Nothing beyond the line containing "M1432 9H1511L1512 19 1437 33Z" should be printed; print each line exactly from the first line of the listing below through it.

:: Input for this task

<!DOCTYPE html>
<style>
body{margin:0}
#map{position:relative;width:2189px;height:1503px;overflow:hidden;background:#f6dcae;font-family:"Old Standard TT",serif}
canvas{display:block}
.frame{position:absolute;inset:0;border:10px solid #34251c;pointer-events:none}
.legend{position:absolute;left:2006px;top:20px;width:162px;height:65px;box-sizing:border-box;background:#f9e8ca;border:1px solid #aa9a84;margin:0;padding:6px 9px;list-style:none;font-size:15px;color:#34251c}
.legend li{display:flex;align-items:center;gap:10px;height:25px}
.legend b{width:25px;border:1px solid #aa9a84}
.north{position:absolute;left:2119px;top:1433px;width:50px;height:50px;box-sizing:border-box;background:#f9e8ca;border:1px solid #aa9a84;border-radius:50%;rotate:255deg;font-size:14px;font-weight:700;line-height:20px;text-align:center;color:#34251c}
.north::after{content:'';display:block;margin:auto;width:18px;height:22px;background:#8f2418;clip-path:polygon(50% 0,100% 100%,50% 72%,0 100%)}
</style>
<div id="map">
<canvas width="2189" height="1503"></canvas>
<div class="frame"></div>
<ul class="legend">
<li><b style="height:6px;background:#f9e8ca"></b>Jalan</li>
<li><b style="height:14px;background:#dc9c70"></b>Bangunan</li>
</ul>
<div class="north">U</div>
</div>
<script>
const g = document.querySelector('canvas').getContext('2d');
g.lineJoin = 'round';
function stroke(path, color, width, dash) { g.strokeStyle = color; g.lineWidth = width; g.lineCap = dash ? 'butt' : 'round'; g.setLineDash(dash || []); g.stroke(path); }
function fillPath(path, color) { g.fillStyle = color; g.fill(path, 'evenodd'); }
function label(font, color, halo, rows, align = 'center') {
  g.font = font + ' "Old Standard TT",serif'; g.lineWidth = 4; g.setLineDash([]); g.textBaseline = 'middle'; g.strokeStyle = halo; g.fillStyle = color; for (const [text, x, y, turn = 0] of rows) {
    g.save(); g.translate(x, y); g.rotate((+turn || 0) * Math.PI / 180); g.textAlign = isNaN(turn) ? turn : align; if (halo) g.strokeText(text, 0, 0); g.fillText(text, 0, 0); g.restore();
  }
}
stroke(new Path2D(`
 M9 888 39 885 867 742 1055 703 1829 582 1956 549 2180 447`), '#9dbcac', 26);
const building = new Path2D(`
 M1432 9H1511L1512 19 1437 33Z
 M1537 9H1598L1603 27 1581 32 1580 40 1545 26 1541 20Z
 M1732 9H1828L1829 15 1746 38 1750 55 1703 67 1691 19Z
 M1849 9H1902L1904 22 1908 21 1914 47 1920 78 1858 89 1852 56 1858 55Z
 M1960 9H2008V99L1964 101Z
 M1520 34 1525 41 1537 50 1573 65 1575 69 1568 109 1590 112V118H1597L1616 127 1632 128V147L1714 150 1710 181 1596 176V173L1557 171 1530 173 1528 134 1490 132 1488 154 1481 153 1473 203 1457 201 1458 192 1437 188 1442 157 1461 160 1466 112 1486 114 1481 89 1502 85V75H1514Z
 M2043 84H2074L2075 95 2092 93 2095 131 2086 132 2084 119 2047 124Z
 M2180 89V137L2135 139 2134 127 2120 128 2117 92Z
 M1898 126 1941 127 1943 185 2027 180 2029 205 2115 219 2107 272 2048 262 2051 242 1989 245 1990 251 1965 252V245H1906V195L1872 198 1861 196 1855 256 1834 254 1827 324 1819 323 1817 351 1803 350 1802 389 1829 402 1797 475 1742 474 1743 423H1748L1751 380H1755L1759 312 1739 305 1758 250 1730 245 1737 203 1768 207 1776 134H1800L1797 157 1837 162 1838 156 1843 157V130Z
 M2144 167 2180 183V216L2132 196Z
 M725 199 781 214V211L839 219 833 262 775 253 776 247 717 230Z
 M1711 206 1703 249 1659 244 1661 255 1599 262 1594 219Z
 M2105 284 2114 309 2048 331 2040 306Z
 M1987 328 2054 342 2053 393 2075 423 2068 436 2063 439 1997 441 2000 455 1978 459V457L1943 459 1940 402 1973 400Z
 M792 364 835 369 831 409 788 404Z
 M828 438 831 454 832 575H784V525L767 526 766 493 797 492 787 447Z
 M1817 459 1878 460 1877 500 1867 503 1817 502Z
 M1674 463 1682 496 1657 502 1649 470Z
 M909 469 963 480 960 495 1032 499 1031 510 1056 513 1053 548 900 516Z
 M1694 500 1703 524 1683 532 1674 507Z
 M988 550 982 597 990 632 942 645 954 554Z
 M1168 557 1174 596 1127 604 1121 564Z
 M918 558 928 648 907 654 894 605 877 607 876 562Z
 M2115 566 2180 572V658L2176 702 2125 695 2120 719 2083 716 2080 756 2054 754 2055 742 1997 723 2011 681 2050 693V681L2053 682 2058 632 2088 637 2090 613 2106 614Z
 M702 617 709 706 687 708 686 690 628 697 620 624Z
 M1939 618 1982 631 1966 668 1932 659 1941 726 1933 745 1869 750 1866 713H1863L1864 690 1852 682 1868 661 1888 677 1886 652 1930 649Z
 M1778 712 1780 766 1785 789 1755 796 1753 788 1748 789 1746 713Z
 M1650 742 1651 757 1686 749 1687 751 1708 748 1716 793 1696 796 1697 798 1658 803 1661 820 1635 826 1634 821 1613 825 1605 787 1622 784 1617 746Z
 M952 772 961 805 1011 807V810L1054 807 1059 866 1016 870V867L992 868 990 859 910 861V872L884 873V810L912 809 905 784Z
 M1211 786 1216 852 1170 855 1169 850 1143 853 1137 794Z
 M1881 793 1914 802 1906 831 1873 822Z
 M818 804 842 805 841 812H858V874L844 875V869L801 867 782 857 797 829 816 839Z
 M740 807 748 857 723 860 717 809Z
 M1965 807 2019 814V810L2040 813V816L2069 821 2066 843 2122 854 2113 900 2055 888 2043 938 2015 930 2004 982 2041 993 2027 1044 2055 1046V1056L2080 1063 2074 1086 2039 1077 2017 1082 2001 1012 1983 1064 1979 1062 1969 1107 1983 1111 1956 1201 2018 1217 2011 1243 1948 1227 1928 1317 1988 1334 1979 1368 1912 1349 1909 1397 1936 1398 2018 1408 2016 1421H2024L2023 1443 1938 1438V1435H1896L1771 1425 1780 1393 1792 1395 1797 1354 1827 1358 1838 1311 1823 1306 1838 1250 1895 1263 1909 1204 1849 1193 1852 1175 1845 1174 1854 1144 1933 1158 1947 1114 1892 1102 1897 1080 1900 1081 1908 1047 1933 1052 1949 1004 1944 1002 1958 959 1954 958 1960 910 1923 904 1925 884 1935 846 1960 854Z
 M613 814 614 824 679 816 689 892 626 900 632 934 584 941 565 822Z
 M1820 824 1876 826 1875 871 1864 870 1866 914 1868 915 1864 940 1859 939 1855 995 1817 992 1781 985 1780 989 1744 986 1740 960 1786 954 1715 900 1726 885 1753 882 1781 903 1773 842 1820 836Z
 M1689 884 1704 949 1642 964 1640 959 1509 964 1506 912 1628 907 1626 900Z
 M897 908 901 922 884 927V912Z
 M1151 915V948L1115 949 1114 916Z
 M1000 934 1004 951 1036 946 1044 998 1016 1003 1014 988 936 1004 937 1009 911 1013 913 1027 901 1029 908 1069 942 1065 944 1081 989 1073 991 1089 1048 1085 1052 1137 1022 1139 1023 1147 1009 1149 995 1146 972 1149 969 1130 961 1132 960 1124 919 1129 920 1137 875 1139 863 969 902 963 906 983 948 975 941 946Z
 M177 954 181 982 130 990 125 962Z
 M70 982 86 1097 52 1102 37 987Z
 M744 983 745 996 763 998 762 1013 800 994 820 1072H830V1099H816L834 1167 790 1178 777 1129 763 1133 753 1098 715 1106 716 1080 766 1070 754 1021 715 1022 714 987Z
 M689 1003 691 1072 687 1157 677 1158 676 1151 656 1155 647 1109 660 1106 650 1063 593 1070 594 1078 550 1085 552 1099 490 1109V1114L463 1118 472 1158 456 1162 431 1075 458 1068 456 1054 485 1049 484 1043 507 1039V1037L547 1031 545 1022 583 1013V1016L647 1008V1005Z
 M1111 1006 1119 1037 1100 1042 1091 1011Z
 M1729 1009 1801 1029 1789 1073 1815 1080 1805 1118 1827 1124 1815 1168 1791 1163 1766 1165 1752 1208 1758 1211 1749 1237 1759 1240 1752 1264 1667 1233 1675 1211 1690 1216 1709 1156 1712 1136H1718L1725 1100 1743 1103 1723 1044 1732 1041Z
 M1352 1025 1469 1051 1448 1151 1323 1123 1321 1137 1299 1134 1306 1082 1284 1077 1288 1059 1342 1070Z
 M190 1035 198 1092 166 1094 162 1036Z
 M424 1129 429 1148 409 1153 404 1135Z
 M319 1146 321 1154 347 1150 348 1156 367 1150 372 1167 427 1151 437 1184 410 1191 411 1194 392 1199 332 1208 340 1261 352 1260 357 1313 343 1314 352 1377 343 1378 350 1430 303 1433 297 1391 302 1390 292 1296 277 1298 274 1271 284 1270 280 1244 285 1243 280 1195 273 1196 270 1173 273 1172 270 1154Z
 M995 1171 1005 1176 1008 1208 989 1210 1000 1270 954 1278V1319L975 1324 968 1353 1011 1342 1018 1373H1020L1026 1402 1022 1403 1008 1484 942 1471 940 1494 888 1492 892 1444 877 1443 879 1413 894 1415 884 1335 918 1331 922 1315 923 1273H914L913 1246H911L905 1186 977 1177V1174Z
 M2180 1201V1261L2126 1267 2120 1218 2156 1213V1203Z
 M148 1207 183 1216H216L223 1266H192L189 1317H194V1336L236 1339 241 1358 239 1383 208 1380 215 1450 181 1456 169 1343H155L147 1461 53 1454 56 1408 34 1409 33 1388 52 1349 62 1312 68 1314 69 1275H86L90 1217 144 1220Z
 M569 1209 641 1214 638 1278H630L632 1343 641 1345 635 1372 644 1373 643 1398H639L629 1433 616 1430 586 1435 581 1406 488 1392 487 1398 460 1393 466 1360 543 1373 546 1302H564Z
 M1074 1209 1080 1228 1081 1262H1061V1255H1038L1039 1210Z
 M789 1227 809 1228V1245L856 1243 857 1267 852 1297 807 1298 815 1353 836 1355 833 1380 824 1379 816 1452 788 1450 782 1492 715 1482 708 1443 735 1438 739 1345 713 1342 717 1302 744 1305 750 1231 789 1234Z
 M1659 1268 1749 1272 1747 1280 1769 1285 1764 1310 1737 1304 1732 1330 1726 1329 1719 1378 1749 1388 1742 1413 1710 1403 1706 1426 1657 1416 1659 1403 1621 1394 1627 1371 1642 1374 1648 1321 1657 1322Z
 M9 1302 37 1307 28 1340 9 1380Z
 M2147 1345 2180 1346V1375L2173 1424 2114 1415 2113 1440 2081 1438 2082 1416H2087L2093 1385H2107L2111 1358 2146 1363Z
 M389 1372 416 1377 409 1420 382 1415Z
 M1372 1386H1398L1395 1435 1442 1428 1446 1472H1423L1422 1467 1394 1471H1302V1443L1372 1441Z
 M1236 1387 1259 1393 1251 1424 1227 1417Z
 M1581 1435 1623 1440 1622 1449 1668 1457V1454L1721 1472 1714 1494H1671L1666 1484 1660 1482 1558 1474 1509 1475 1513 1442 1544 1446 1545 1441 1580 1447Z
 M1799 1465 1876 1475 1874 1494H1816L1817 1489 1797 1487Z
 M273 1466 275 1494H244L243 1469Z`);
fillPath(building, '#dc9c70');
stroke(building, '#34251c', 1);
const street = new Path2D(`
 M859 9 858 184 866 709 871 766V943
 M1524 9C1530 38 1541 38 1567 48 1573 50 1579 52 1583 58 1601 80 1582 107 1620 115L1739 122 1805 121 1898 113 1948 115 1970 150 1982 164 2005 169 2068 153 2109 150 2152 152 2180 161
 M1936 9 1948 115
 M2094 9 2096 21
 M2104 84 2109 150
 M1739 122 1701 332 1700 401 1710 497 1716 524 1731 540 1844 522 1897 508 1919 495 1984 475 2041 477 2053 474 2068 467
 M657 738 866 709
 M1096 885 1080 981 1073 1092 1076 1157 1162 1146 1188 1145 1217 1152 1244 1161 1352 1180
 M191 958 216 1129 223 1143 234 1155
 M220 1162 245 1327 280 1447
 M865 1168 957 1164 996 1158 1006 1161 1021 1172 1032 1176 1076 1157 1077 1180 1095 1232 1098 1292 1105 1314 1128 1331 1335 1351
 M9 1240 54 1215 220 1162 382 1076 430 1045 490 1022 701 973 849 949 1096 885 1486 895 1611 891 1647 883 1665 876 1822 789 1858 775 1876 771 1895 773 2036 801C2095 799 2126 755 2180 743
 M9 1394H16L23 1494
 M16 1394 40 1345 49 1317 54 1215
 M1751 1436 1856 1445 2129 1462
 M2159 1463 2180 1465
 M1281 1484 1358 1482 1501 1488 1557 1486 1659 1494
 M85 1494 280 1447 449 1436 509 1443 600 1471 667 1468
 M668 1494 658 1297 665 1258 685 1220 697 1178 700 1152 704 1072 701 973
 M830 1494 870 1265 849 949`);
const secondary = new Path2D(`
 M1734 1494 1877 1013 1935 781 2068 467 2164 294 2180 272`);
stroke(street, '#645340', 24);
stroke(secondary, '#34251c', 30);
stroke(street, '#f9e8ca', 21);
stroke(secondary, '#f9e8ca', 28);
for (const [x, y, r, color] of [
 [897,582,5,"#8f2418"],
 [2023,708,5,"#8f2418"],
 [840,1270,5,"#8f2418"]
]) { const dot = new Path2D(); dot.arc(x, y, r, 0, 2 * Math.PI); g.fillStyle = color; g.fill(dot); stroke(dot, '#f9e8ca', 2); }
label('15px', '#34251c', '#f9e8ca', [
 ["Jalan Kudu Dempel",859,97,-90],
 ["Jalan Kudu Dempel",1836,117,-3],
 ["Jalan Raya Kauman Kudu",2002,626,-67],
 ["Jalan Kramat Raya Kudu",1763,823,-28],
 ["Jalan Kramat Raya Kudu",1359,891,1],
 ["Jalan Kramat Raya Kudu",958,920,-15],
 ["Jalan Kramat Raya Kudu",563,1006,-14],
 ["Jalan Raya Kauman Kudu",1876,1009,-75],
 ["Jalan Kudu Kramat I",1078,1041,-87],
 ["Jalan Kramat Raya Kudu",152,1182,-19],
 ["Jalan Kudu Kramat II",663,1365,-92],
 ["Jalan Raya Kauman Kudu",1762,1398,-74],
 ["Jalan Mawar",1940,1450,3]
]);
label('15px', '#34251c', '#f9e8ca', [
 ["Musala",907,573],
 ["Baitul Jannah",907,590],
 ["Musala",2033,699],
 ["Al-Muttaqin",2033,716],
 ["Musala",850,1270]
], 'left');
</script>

::::

- [Solution]:
<!DOCTYPE html>
<style>
body{margin:0}
#map{position:relative;width:2189px;height:1503px;overflow:hidden;background:#f6dcae;font-family:"Old Standard TT",serif}
canvas{display:block}
.frame{position:absolute;inset:0;border:10px solid #34251c;pointer-events:none}
.legend{position:absolute;left:2006px;top:20px;width:162px;height:65px;box-sizing:border-box;background:#f9e8ca;border:1px solid #aa9a84;margin:0;padding:6px 9px;list-style:none;font-size:15px;color:#34251c}
.legend li{display:flex;align-items:center;gap:10px;height:25px}
.legend b{width:25px;border:1px solid #aa9a84}
.north{position:absolute;left:2119px;top:1433px;width:50px;height:50px;box-sizing:border-box;background:#f9e8ca;border:1px solid #aa9a84;border-radius:50%;rotate:255deg;font-size:14px;font-weight:700;line-height:20px;text-align:center;color:#34251c}
.north::after{content:'';display:block;margin:auto;width:18px;height:22px;background:#8f2418;clip-path:polygon(50% 0,100% 100%,50% 72%,0 100%)}
</style>
<div id="map">
<canvas width="2189" height="1503"></canvas>
<div class="frame"></div>
<ul class="legend">
<li><b style="height:6px;background:#f9e8ca"></b>Jalan</li>
<li><b style="height:14px;background:#dc9c70"></b>Bangunan</li>
</ul>
<div class="north">U</div>
</div>
<script>
const g = document.querySelector('canvas').getContext('2d');
g.lineJoin = 'round';
function stroke(path, color, width, dash) { g.strokeStyle = color; g.lineWidth = width; g.lineCap = dash ? 'butt' : 'round'; g.setLineDash(dash || []); g.stroke(path); }
function fillPath(path, color) { g.fillStyle = color; g.fill(path, 'evenodd'); }
function label(font, color, halo, rows, align = 'center') {
  g.font = font + ' "Old Standard TT",serif'; g.lineWidth = 4; g.setLineDash([]); g.textBaseline = 'middle'; g.strokeStyle = halo; g.fillStyle = color; for (const [text, x, y, turn = 0] of rows) {
    g.save(); g.translate(x, y); g.rotate((+turn || 0) * Math.PI / 180); g.textAlign = isNaN(turn) ? turn : align; if (halo) g.strokeText(text, 0, 0); g.fillText(text, 0, 0); g.restore();
  }
}
stroke(new Path2D(`
 M9 888 39 885 867 742 1055 703 1829 582 1956 549 2180 447`), '#9dbcac', 26);
const building = new Path2D(`
 M1432 9H1511L1512 19 1437 33Z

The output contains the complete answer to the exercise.